═══ Records shown ═══

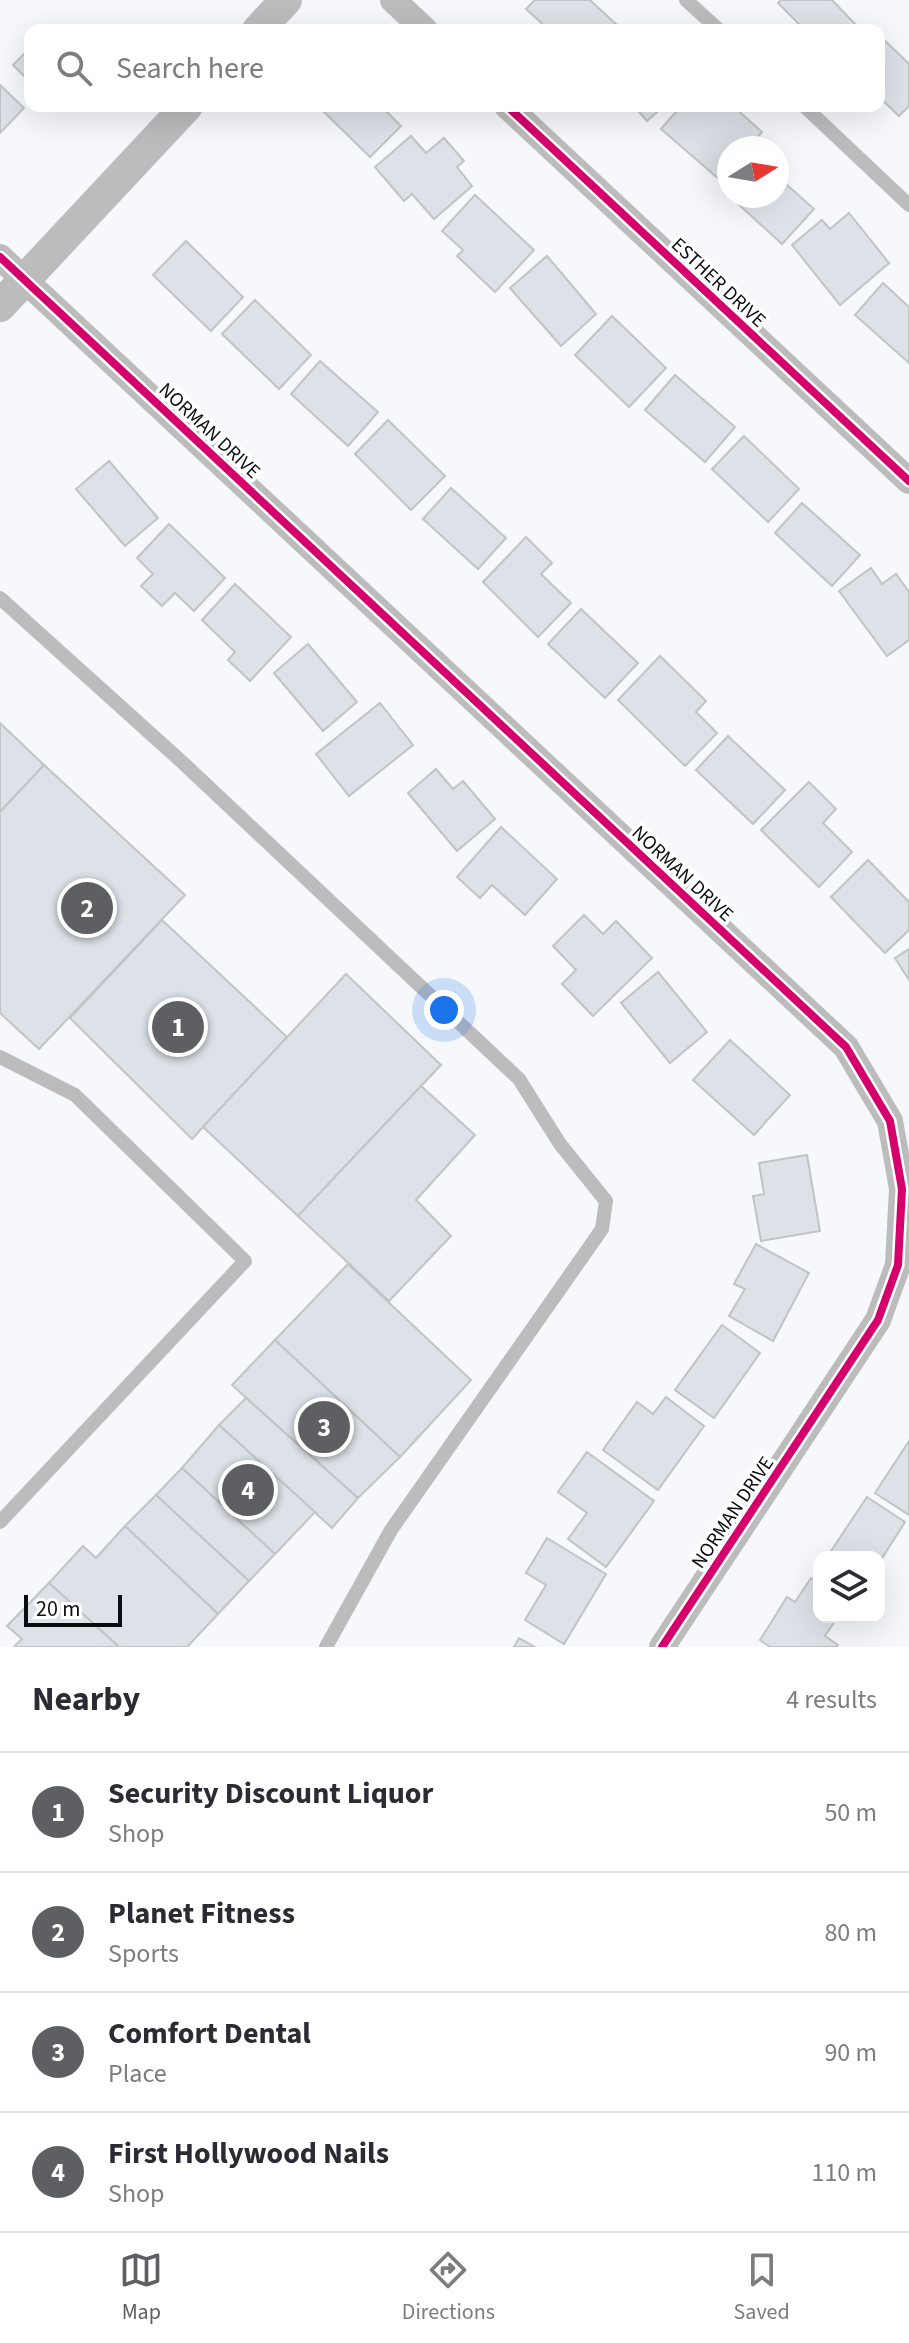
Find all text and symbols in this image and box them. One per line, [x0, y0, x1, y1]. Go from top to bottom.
search box [24, 24, 885, 112]
icon: search [52, 46, 96, 90]
text: Search here [116, 47, 264, 90]
north arrow [717, 136, 789, 208]
street label: ESTHER DRIVE [665, 231, 772, 334]
street label: NORMAN DRIVE [152, 376, 266, 485]
street label: NORMAN DRIVE [625, 819, 739, 928]
pin: 2 [61, 878, 113, 938]
your location [424, 990, 464, 1030]
pin: 1 [152, 997, 204, 1057]
pin: 3 [298, 1397, 350, 1457]
street label: NORMAN DRIVE [685, 1451, 781, 1574]
pin: 4 [222, 1460, 274, 1520]
map controls [813, 1551, 885, 1623]
button: layers [813, 1551, 885, 1623]
scale bar [24, 1591, 122, 1627]
text: 20 m [36, 1593, 81, 1625]
text: Nearby [32, 1675, 140, 1724]
text: 4 results [786, 1681, 877, 1718]
text: Security Discount Liquor [108, 1772, 433, 1815]
text: 1 [51, 1794, 65, 1831]
text: 50 m [824, 1794, 877, 1831]
text: Shop [108, 1815, 165, 1852]
text: Planet Fitness [108, 1892, 295, 1935]
text: 2 [51, 1914, 65, 1951]
text: 80 m [824, 1914, 877, 1951]
text: Sports [108, 1935, 179, 1972]
text: Comfort Dental [108, 2012, 311, 2055]
text: 3 [51, 2034, 65, 2071]
text: 90 m [824, 2034, 877, 2071]
text: Place [108, 2055, 167, 2092]
text: First Hollywood Nails [108, 2132, 389, 2175]
text: 4 [51, 2154, 65, 2191]
text: 110 m [811, 2154, 877, 2191]
text: Shop [108, 2175, 165, 2212]
tab: Map [119, 2248, 163, 2328]
tab: Directions [402, 2248, 495, 2328]
tab: Saved [734, 2248, 790, 2328]

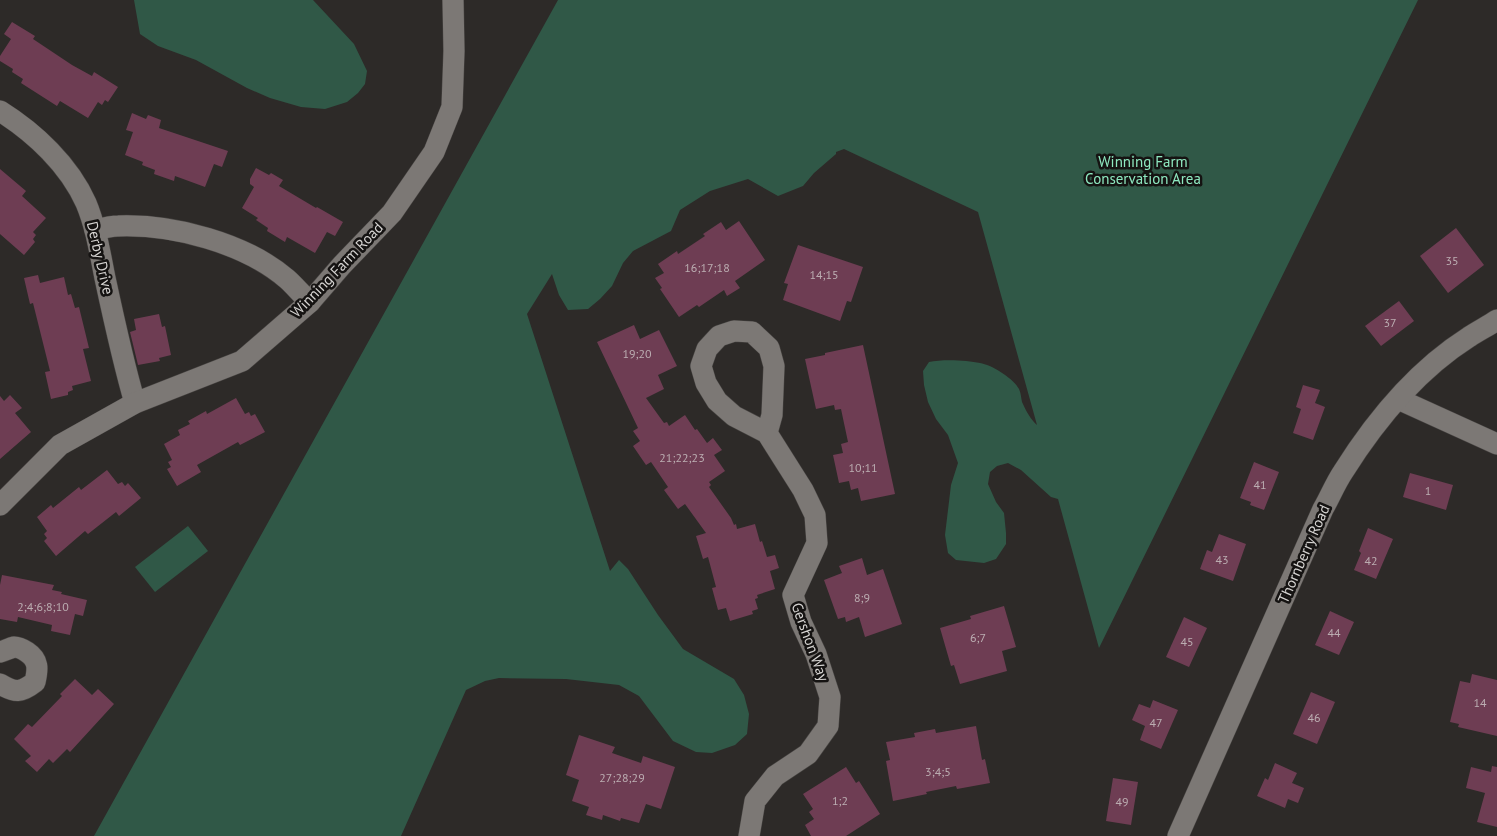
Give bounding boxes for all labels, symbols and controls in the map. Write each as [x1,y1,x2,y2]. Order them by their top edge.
park label: Winning Farm Conservation Area [1085,152,1201,188]
street label: Winning Farm Road [286,218,387,321]
street label: Derby Drive [83,219,118,296]
house number: 35 [1445,253,1459,268]
house number: 16;17;18 [684,260,730,275]
house number: 14;15 [809,267,839,282]
house number: 37 [1383,315,1397,330]
house number: 19;20 [622,346,652,361]
house number: 21;22;23 [659,450,705,465]
house number: 10;11 [848,460,878,475]
house number: 41 [1253,477,1267,492]
house number: 1 [1425,483,1431,498]
street label: Thornberry Road [1273,502,1334,606]
house number: 43 [1215,552,1229,567]
house number: 42 [1364,553,1378,568]
house number: 8;9 [854,590,870,605]
house number: 2;4;6;8;10 [17,599,69,614]
street label: Gershon Way [787,600,834,684]
house number: 44 [1327,625,1341,640]
house number: 6;7 [970,630,986,645]
house number: 45 [1180,634,1194,649]
house number: 14 [1473,695,1487,710]
house number: 46 [1307,710,1321,725]
house number: 47 [1149,715,1163,730]
house number: 3;4;5 [925,764,951,779]
house number: 27;28;29 [599,770,645,785]
house number: 1;2 [832,793,848,808]
house number: 49 [1115,794,1129,809]

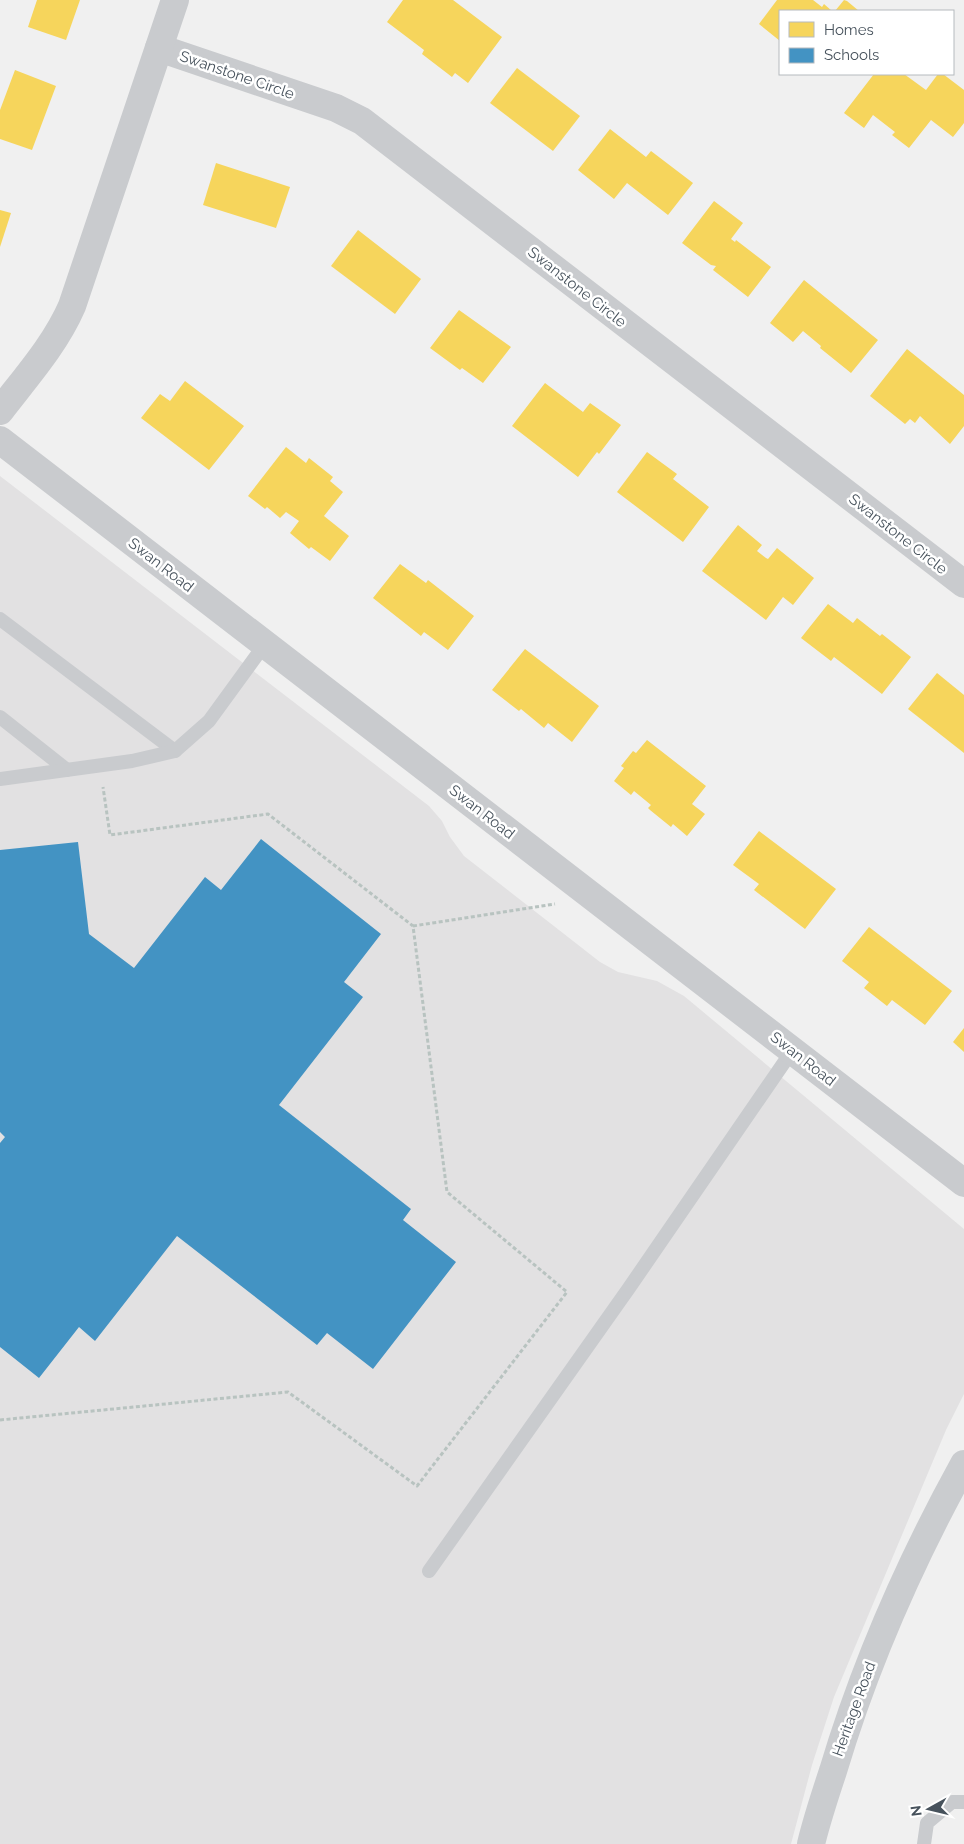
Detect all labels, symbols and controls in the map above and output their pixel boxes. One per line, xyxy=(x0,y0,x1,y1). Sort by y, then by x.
legend xyxy=(779,10,954,75)
text: Homes xyxy=(824,21,874,39)
text: Schools xyxy=(824,46,879,64)
street label: Swanstone Circle xyxy=(177,47,297,103)
street label: Swanstone Circle xyxy=(524,243,630,331)
street label: Swanstone Circle xyxy=(845,490,951,578)
street label: Swan Road xyxy=(125,534,197,596)
street label: Swan Road xyxy=(446,781,518,843)
street label: Swan Road xyxy=(767,1028,839,1090)
street label: Heritage Road xyxy=(829,1659,879,1759)
north arrow xyxy=(904,1784,954,1834)
text: N xyxy=(907,1804,925,1817)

═══

## [What is required]
Your answer must be the full listing, reproduced word for word, without its pictures.

## [Answer to this exercise]
Find all text and symbols in this image and box them. One per line, [x0, y0, x1, y1]. Go from top to bottom.
search box [24, 24, 885, 112]
icon: search [52, 46, 96, 90]
text: Search here [116, 47, 264, 90]
north arrow [717, 136, 789, 208]
street label: ESTHER DRIVE [665, 231, 772, 334]
street label: NORMAN DRIVE [152, 376, 266, 485]
street label: NORMAN DRIVE [625, 819, 739, 928]
pin: 2 [61, 878, 113, 938]
your location [424, 990, 464, 1030]
pin: 1 [152, 997, 204, 1057]
pin: 3 [298, 1397, 350, 1457]
street label: NORMAN DRIVE [685, 1451, 781, 1574]
pin: 4 [222, 1460, 274, 1520]
map controls [813, 1551, 885, 1623]
button: layers [813, 1551, 885, 1623]
scale bar [24, 1591, 122, 1627]
text: 20 m [36, 1593, 81, 1625]
text: Nearby [32, 1675, 140, 1724]
text: 4 results [786, 1681, 877, 1718]
text: Security Discount Liquor [108, 1772, 433, 1815]
text: 1 [51, 1794, 65, 1831]
text: 50 m [824, 1794, 877, 1831]
text: Shop [108, 1815, 165, 1852]
text: Planet Fitness [108, 1892, 295, 1935]
text: 2 [51, 1914, 65, 1951]
text: 80 m [824, 1914, 877, 1951]
text: Sports [108, 1935, 179, 1972]
text: Comfort Dental [108, 2012, 311, 2055]
text: 3 [51, 2034, 65, 2071]
text: 90 m [824, 2034, 877, 2071]
text: Place [108, 2055, 167, 2092]
text: First Hollywood Nails [108, 2132, 389, 2175]
text: 4 [51, 2154, 65, 2191]
text: 110 m [811, 2154, 877, 2191]
text: Shop [108, 2175, 165, 2212]
tab: Map [119, 2248, 163, 2328]
tab: Directions [402, 2248, 495, 2328]
tab: Saved [734, 2248, 790, 2328]

Give bounding boxes for all labels, symbols and controls in the map. Write each as [x1,y1,x2,y2]. Order them by their top edge.
park label: Winning Farm Conservation Area [1085,152,1201,188]
street label: Winning Farm Road [286,218,387,321]
street label: Derby Drive [83,219,118,296]
house number: 35 [1445,253,1459,268]
house number: 16;17;18 [684,260,730,275]
house number: 14;15 [809,267,839,282]
house number: 37 [1383,315,1397,330]
house number: 19;20 [622,346,652,361]
house number: 21;22;23 [659,450,705,465]
house number: 10;11 [848,460,878,475]
house number: 41 [1253,477,1267,492]
house number: 1 [1425,483,1431,498]
street label: Thornberry Road [1273,502,1334,606]
house number: 43 [1215,552,1229,567]
house number: 42 [1364,553,1378,568]
house number: 8;9 [854,590,870,605]
house number: 2;4;6;8;10 [17,599,69,614]
street label: Gershon Way [787,600,834,684]
house number: 44 [1327,625,1341,640]
house number: 6;7 [970,630,986,645]
house number: 45 [1180,634,1194,649]
house number: 14 [1473,695,1487,710]
house number: 46 [1307,710,1321,725]
house number: 47 [1149,715,1163,730]
house number: 3;4;5 [925,764,951,779]
house number: 27;28;29 [599,770,645,785]
house number: 1;2 [832,793,848,808]
house number: 49 [1115,794,1129,809]

Detect all labels, symbols and controls in the map above and output their pixel boxes. One per line, xyxy=(x0,y0,x1,y1). Sort by y, then by x.
legend xyxy=(779,10,954,75)
text: Homes xyxy=(824,21,874,39)
text: Schools xyxy=(824,46,879,64)
street label: Swanstone Circle xyxy=(177,47,297,103)
street label: Swanstone Circle xyxy=(524,243,630,331)
street label: Swanstone Circle xyxy=(845,490,951,578)
street label: Swan Road xyxy=(125,534,197,596)
street label: Swan Road xyxy=(446,781,518,843)
street label: Swan Road xyxy=(767,1028,839,1090)
street label: Heritage Road xyxy=(829,1659,879,1759)
north arrow xyxy=(904,1784,954,1834)
text: N xyxy=(907,1804,925,1817)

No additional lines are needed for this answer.